As stated above me, degrees Plato are an expression of the percent mass of sugar in the wort.
1 ºPlato = 1% sugar by mass = (1 gram of sugar)/(100 grams of wort)
Likewise, if you have wort at 10 ºPlato (approximates to 1.040 OG...nice for a session ale) then you'll have 10 grams of sugar per 100 grams of wort.
So to calculate the molarity of this hypothetical 10 ºPlato beer, all we have to do is some dimensional analysis.
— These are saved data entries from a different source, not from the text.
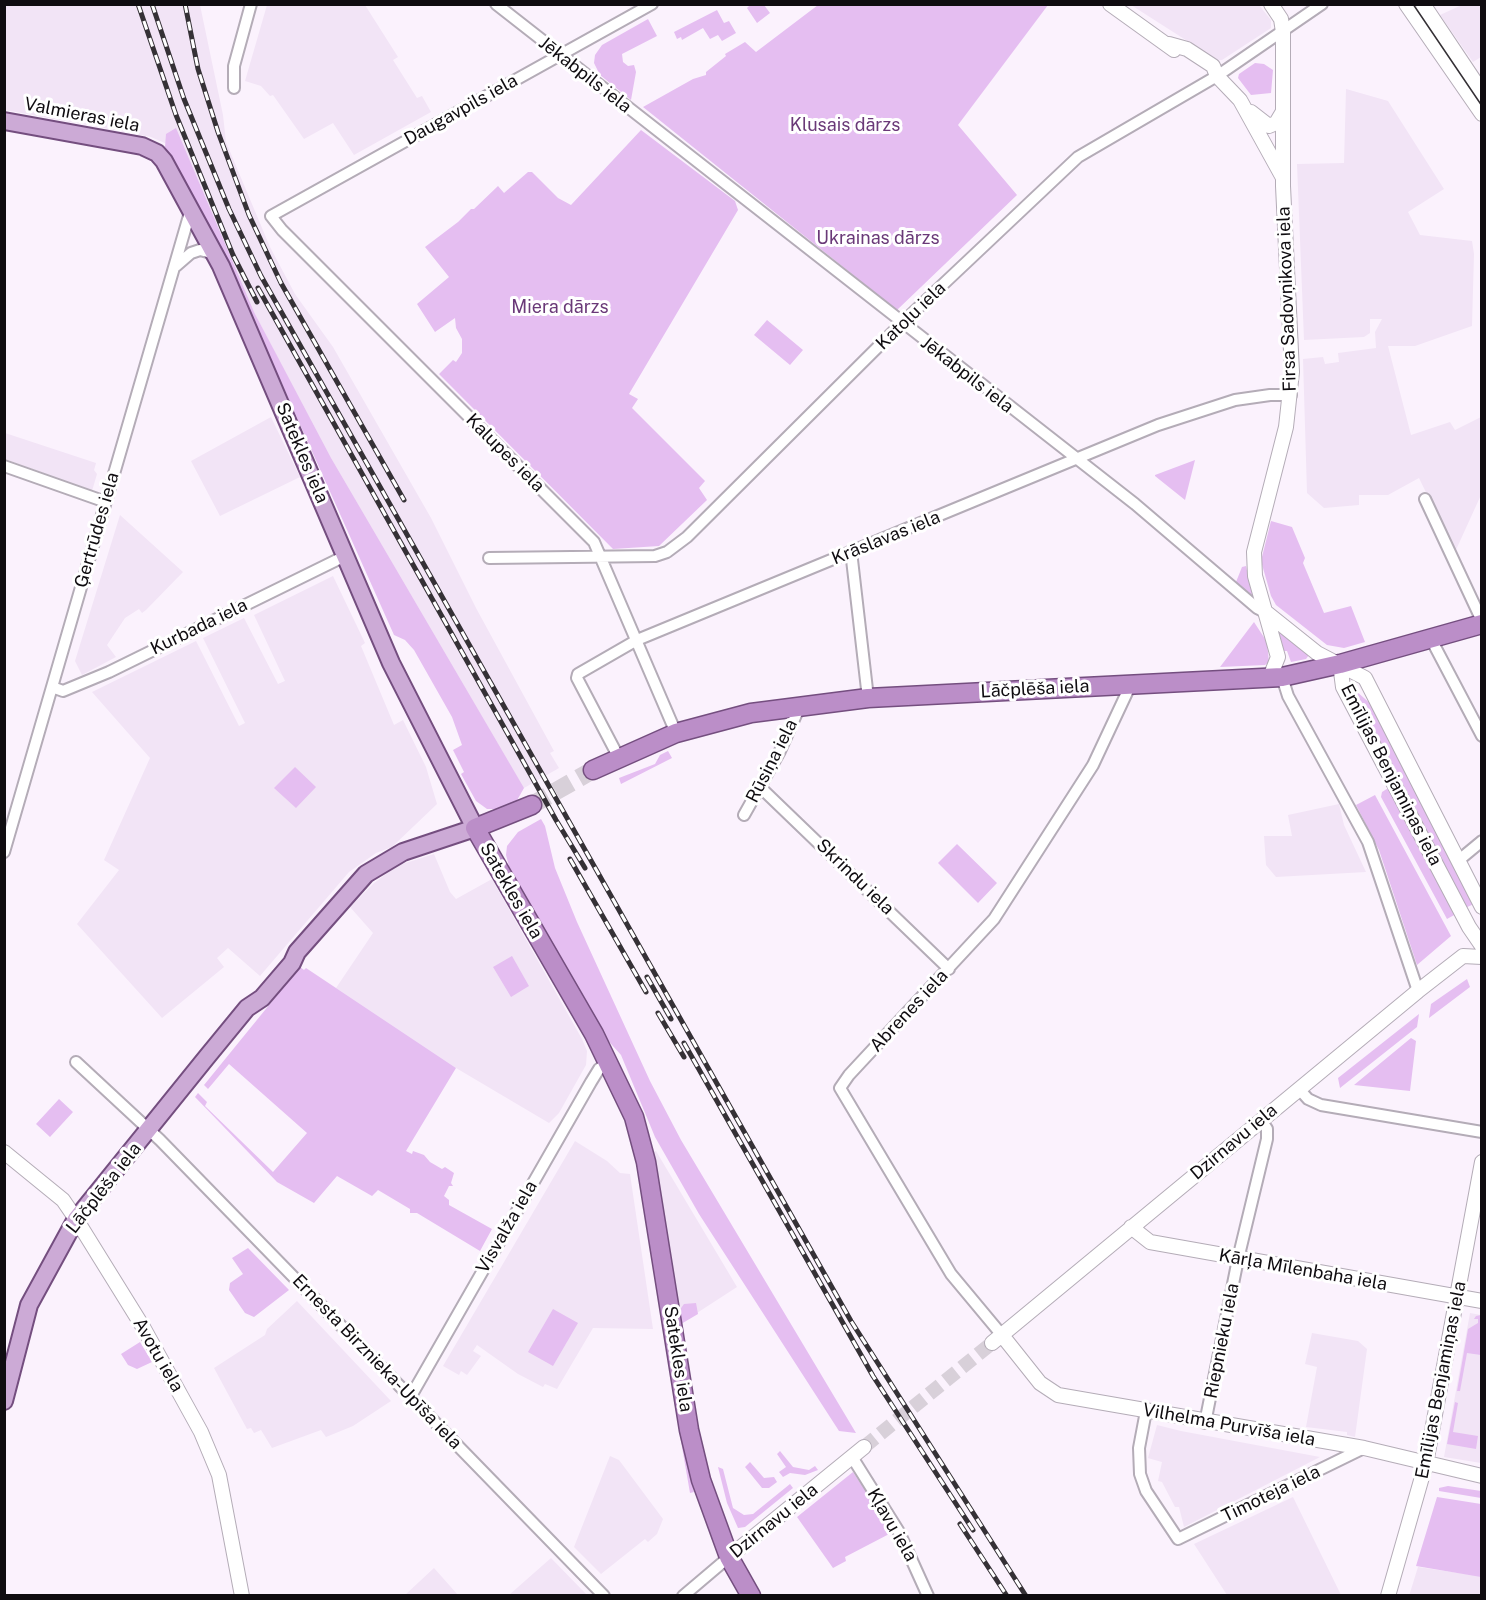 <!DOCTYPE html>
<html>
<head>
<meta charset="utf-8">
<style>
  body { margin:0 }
  #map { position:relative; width:1486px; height:1600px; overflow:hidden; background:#fbf2fd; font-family:"Public Sans",sans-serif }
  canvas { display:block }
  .frame { position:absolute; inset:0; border:6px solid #0f0c10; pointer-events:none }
</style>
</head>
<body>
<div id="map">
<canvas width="1486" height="1600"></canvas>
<div class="frame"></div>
</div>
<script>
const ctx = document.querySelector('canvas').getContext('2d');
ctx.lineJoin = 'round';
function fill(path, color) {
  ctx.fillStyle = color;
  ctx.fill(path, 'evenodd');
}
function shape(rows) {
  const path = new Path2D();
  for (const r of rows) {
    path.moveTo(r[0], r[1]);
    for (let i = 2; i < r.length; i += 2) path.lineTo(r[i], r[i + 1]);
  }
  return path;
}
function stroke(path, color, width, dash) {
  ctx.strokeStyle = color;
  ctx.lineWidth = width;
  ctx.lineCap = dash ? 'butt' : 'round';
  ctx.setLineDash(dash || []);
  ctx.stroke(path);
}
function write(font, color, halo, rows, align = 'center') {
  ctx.font = font + ' "Public Sans",sans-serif';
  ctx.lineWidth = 6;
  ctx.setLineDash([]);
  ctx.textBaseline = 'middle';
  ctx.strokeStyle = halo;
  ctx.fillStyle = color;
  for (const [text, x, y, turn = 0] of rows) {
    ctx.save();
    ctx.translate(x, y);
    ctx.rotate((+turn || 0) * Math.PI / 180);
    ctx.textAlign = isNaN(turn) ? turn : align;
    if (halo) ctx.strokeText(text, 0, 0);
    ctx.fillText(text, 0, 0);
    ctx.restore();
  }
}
fill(shape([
  [1464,4,1481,5,1481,57,1473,62,1440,15],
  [4,5,200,5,223,115,226,142,270,247,295,294,333,347,431,518,476,608,554,751,550,753,559,768,524,788,522,786,333,465,167,144,151,137,115,130,5,110],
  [267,5,365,5,398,57,393,60,417,98,422,96,431,112,354,155,333,123,304,139,273,95,270,96,261,86,245,81],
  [1131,5,1259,5,1271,20,1271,28,1222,60,1217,60],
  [1346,89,1388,101,1444,189,1408,212,1420,235,1472,241,1474,254,1472,326,1415,346,1388,346,1411,435,1450,422,1455,430,1481,417,1481,495,1455,552,1419,478,1388,495,1359,495,1359,505,1324,508,1307,493,1303,359,1323,357,1325,364,1339,362,1338,353,1376,348,1375,332,1382,319,1370,319,1370,333,1364,337,1304,340,1297,164,1344,163],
  [271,417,300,477,220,516,191,461],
  [5,433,96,463,94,470,97,474,92,491,5,459],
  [120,515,183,572,146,610,142,613,139,609,125,618,107,645,116,657,82,675,75,661],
  [333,576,365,643,361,646,394,725,403,720,426,767,437,804,392,847,376,853,349,872,260,976,228,948,217,958,224,967,162,1018,77,924,119,870,104,860,150,758,92,692,196,641,239,726,245,723,203,638,244,618,278,684,285,681,254,615],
  [1339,804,1344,825,1366,872,1276,877,1266,865,1264,836,1292,836,1288,815],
  [434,854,450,892,456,899,492,879,582,1039,587,1051,586,1065,559,1113,549,1123,456,1068,336,988,373,933,350,907,373,884,396,866],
  [575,1141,607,1161,620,1173,630,1174,653,1329,593,1328,557,1389,545,1384,543,1387,518,1374,477,1345,473,1351,481,1356,467,1375,461,1371,459,1375,443,1366],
  [656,1151,737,1287,680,1324,652,1152],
  [297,1301,391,1401,353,1426,326,1437,321,1430,272,1448,261,1430,254,1433,251,1428,247,1429,214,1368,265,1335,267,1329],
  [1470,1313,1481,1315,1481,1463,1444,1457],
  [1312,1333,1358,1341,1367,1349,1355,1437,1347,1435,1347,1432,1306,1427,1317,1367,1305,1364],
  [1157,1425,1181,1431,1320,1457,1184,1527,1179,1507,1175,1507,1162,1482,1158,1481,1162,1462,1148,1458],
  [610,1456,619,1460,663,1519,657,1534,648,1542,645,1539,601,1574,574,1547],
  [1293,1497,1341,1595,1227,1595,1194,1544],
  [551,1558,587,1595,509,1595],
  [1418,1567,1480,1576,1481,1595,1409,1596],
  [434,1568,458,1595,405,1595]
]), '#f2e4f6');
fill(shape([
  [751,4,764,5,770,13,757,23,747,8],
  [818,5,1048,5,958,125,1017,195,897,310,643,107,693,79,706,75,706,72,726,56,725,54,745,42,756,52],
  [717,10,724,23,729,21,736,33,722,41,718,35,710,39,703,28,682,40,681,37,677,39,674,32],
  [648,19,657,36,622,54,623,62,628,66,634,65,636,72,631,100,600,75,594,63,595,55,602,45],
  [1255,63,1264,64,1273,70,1271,93,1251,95,1238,78,1239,74],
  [176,128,254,312,331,458,524,788,516,802,497,809,487,809,476,801,461,774,464,772,453,750,462,745,452,717,414,650,405,640,394,635,235,279,165,147,166,134],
  [641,130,735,201,738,210,629,394,638,399,632,408,705,481,699,488,707,500,659,546,613,549,439,374,453,360,456,362,462,353,462,339,456,328,455,318,435,332,417,304,449,277,425,247,458,222,471,209,474,209,498,186,504,193,528,172,532,172,558,198,571,205],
  [767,320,803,350,790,365,754,335],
  [1195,460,1185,500,1155,476,1155,475],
  [1271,521,1292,527,1305,558,1303,563,1324,613,1351,606,1365,642,1344,648,1327,645,1276,605,1271,596,1261,561],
  [1246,566,1248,575,1255,598,1236,582,1242,567],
  [1254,622,1267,642,1269,662,1265,665,1220,667],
  [1278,630,1309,655,1306,659,1291,662,1287,651,1284,651],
  [1356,691,1372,705,1474,904,1465,908,1356,698],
  [668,751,672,758,621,784,619,778,655,764,660,755],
  [295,767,316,787,296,808,274,788],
  [1390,787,1456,914,1447,919,1381,797,1382,792],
  [1375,795,1451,936,1417,965,1379,850,1356,805],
  [541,819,545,826,555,868,577,922,650,1081,681,1140,856,1433,839,1431,699,1214,655,1137,621,1055,604,1036,511,874,506,855,507,846,518,832],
  [957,844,997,883,978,903,938,863],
  [512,956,529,986,511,997,493,967],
  [300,967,304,970,306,968,456,1068,406,1151,412,1154,413,1151,424,1155,430,1162,442,1169,445,1167,454,1173,451,1183,453,1186,449,1186,444,1196,449,1200,449,1205,492,1229,480,1251,417,1213,410,1213,410,1209,378,1190,372,1196,337,1176,314,1203,277,1182,195,1097,198,1093,207,1102,205,1106,273,1172,307,1133,229,1064,208,1089,204,1085],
  [1467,979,1470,987,1429,1018,1431,1004],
  [1419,1014,1417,1027,1340,1088,1338,1078],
  [1411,1038,1416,1041,1410,1091,1354,1085],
  [59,1099,73,1112,50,1137,36,1124],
  [248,1248,289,1290,254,1317,245,1313,229,1290,230,1283,243,1274,232,1258],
  [696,1303,698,1314,681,1324,679,1311,684,1304],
  [553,1309,578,1323,553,1366,528,1352],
  [1481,1315,1481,1355,1467,1353,1460,1391,1457,1391,1468,1329,1478,1323,1478,1319,1474,1319,1476,1316],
  [140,1342,152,1362,137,1369,128,1365,121,1354],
  [674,1401,676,1402,694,1492,690,1493],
  [1455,1402,1458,1403,1453,1432,1478,1436,1476,1449,1447,1444],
  [780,1451,793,1467,809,1470,815,1466,818,1470,805,1475,790,1473,783,1477,779,1472,786,1467,777,1454],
  [750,1462,764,1478,774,1477,777,1482,769,1488,762,1488,745,1467],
  [718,1467,723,1469,733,1508,744,1515,753,1514,790,1484,793,1488,745,1527,738,1528,727,1503],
  [853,1472,893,1532,845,1557,846,1561,833,1568,797,1517],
  [1448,1486,1481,1491,1481,1498,1439,1491,1439,1488],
  [1437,1497,1481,1504,1481,1577,1416,1566]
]), '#e5bef1');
stroke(shape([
  [864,1447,992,1343]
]), '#d8d0d9', 14, [14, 7]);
stroke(shape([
  [532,805,593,770]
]), '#d8d0d9', 18, [18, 9]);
const minor = shape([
  [496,4,1135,504,1257,608,1267,613],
  [652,4,271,216,282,230,594,542,676,733],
  [234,88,234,66,251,4],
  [176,266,191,253,200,250,215,254],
  [4,466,106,502],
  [1425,499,1482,621],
  [851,551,868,698],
  [489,558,655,556,667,552,687,537,901,324,1078,157,1217,76,1322,4],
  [1431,639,1482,736],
  [1282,677,1288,696,1368,842,1418,991],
  [52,687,63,691,109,672,345,556],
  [619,758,577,678,578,674,637,640,1158,425,1235,400,1270,395,1291,395],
  [760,787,949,969],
  [744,815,780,751,800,706],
  [4,852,191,209],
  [1459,860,1482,841],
  [76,1062,160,1140,238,1220,604,1596],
  [1299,1089,1308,1099,1321,1105,1482,1132],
  [1001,1334,951,1274,840,1088,849,1075,994,919,1093,765,1131,684],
  [411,1396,591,1082,599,1069,608,1062],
  [1146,1411,1139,1448,1140,1474,1146,1491,1178,1539,1364,1448],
  [1205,1423,1238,1259,1267,1139,1267,1129,1261,1120],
  [852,1457,899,1532,928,1596],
  [683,1596,729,1557]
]);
const tertiary = shape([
  [1110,4,1174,50],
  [1406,4,1482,114],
  [1423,4,1482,92],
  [1169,44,1187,49,1213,66,1217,76,1240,100,1282,176],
  [1251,112,1269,126,1276,123,1282,113],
  [1267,613,1317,653,1365,678,1482,907],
  [1340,664,1343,687,1469,927,1482,946],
  [1270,677,1278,657,1255,576,1254,552,1286,427,1292,372,1283,186,1283,32,1281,19,1271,4],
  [4,1152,63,1200,76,1219,143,1327,201,1432,219,1475,242,1596],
  [1131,1227,1150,1242,1482,1301],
  [1001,1334,1040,1383,1058,1395,1364,1448,1482,1476],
  [992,1343,1418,991,1463,956,1482,957],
  [729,1557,864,1447],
  [1388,1596,1426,1463,1482,1162]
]);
const primary = shape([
  [4,121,142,146,157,153,164,161,221,266,391,663,475,828,403,852,366,874,297,952,292,963,262,998,247,1008,206,1058,76,1219,29,1305,4,1401]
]);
const trunk = shape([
  [593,770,676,733,751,713,868,698,1282,677,1340,664,1482,624],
  [532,805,475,828,594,1034,634,1117,646,1162,689,1430,701,1480,729,1557,751,1596]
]);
stroke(minor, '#b4acb7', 14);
stroke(tertiary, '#b4acb7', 16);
stroke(primary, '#744e7f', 20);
stroke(trunk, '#744e7f', 21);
stroke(minor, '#fff', 10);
stroke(tertiary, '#fff', 14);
stroke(primary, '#ccaad6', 16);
stroke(trunk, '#bb8ec8', 18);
stroke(shape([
  [1413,4,1482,106]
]), '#353136', 1.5);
const rail = shape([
  [138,4,176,115,233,255,257,302],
  [152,4,184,99,229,209,261,276,851,1321,1026,1596],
  [185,4,198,69,218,132,249,215,281,283,404,500],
  [258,288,556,820,585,868],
  [570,859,646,992],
  [647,977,671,1019],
  [658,1013,684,1057],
  [684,1043,873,1376,973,1530],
  [960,1524,1007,1596]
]);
stroke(rail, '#353136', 5);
stroke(rail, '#fff', 3, [9]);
write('18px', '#0f0c10', '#fff', [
  ["Jēkabpils iela",585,75,38],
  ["Daugavpils iela",461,110,-29],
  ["Valmieras iela",82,115,11],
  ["Firsa Sadovņikova iela",1287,299,-92],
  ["Katoļu iela",911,316,-44],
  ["Jēkabpils iela",967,375,38],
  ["Satekles iela",302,453,67],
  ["Kalupes iela",505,453,45],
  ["Ģertrūdes iela",97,530,-74],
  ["Krāslavas iela",886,538,-22],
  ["Kurbada iela",199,627,-26],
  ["Lāčplēša iela",1035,689,-3],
  ["Rūsiņa iela",772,761,-63],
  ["Emīlijas Benjamiņas iela",1391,775,63],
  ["Skrindu iela",855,877,44],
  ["Satekles iela",511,891,60],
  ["Abrenes iela",909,1011,-47],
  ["Dzirnavu iela",1234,1142,-40],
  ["Lāčplēša iela",104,1188,-52],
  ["Visvalža iela",507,1227,-60],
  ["Kārļa Mīlenbaha iela",1303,1270,10],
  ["Riepnieku iela",1222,1341,-79],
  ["Avotu iela",158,1355,60],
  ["Satekles iela",678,1359,81],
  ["Ernesta Birznieka-Upīša iela",377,1362,46],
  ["Emīlijas Benjamiņas iela",1441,1380,-79],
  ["Vilhelma Purvīša iela",1229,1425,10],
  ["Timoteja iela",1271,1494,-26],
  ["Dzirnavu iela",774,1521,-39],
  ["Kļavu iela",892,1525,60]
]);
write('18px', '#6a3978', '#fff', [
  ["Klusais dārzs",845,125],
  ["Ukrainas dārzs",878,238],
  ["Miera dārzs",560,307]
]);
</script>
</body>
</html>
Beer is a complex solution of many organic and inorganic substances, including multiple types of sugars, so to simplify things, I'm going to focus on maltose.
The molar mass of maltose = 342.3 g/mol
10 grams of maltose * (1 mol of maltose / 342.3g) ≈ 0.02921 mols ≈ 0.029 mols of maltose per 100 grams of wort
Now, using our specific gravity, which is just the density of the wort compared to water, we can calculate the volume in mL per 100 grams of wort
(Specific Gravity) = (Density of solution)/(Density of water)
1.040 (SG) = (Density of solution)/(Density of water) ---> 1.040 * 1mg/mL = Density of solution = 1.040 grams /1mL
100 g of wort * (1 mL/1.040g) = 96.1538461538 mL ≈ 96.15 mL (ignoring significant figures here)
Now putting it all together:
(0.029 mols of maltose)/(100 grams of wort) * (100 grams of wort / 96.15 mL) * (1000 mL / L) = 0.3016 mols of maltose per L of wort, or as us science nerds would say, we have a 0.3016 molar solution of maltose
Using all of this information, you could convert to gallons and scale up to a 5 gallon batch... figure out the total number of mols per 5 gallon batch... convert to grams of sugar per batch...